Lunedì 07 Marzo 2011

Studiano il mal di schiena
utilizzando vecchi scheletri

LONDRA - Non sono i tentativi di un emulo del dottor Frankenstein e nemmeno le ossessioni di un gruppo di necrofili, bensì un nuovo modo di fare scienza.
Computer, archeologia e scheletri centenari. L'idea di mettere insieme queste tre cose per sperimentare più velocemente terapie innovative contro il mal di schiena arriva dai ricercatori britannici. Protagonisti sono 40 scheletri ospitati nei musei di Storia Naturale e nelle collezioni anatomiche dell'Università di Bristol. I computer all'opera, invece, sono quelli dell'Università di Leeds.
L'idea è combinare le moderne tecnologie diagnostiche - tomografia e raggi X - e la potenza dei computer per simulare nuovi trattamenti, dalla chirurgia vertebrale alla sostituzione delle vertebre con dischi artificiali.

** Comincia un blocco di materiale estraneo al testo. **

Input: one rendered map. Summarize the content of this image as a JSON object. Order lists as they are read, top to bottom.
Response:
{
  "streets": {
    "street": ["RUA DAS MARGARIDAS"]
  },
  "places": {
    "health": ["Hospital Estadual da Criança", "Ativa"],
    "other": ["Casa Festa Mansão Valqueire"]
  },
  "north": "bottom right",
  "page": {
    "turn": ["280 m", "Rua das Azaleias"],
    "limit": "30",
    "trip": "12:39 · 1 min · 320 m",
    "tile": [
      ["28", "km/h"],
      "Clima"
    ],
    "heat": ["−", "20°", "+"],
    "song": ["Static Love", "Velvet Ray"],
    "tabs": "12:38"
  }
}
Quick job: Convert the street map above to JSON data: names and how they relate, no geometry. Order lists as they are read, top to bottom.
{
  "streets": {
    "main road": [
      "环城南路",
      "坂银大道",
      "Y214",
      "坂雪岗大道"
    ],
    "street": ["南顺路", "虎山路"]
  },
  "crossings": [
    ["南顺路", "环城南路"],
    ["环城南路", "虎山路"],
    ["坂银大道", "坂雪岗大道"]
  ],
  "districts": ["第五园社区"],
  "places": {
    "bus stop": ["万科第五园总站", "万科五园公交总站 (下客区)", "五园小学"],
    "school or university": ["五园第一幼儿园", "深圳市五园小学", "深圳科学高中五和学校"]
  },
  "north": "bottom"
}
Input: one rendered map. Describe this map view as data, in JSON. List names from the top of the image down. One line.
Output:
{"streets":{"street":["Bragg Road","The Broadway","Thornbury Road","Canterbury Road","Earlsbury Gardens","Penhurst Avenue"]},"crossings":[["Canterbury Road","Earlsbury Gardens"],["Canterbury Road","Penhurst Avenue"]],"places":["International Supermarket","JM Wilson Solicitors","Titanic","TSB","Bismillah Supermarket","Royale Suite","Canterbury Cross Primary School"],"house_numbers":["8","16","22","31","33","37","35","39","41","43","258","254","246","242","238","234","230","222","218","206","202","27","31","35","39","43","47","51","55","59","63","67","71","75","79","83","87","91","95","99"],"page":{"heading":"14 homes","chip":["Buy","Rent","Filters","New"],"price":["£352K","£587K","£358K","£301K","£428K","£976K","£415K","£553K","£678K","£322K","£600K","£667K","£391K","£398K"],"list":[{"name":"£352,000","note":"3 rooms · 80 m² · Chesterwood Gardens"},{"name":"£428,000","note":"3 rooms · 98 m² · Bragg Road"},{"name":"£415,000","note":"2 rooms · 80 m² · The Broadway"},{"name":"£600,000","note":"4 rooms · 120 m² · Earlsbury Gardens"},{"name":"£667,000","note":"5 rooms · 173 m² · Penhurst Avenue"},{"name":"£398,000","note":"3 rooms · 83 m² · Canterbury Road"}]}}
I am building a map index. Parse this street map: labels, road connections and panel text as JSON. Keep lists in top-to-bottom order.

"Se avessimo dovuto svolgere questi studi in laboratorio avremmo avuto bisogno di nuovi campioni ogni volta" spiega Ruth Wilcox dell'Università di Leeds.
"Mentre con dei modelli analizzabili al computer - aggiunge - abbiamo la possibilità di ripetere le prove per trovare cure personalizzate". Il progetto è talmente valido da avere avuto il sostegno del ministro dell'Università e delle Scienze britannico David Willetts.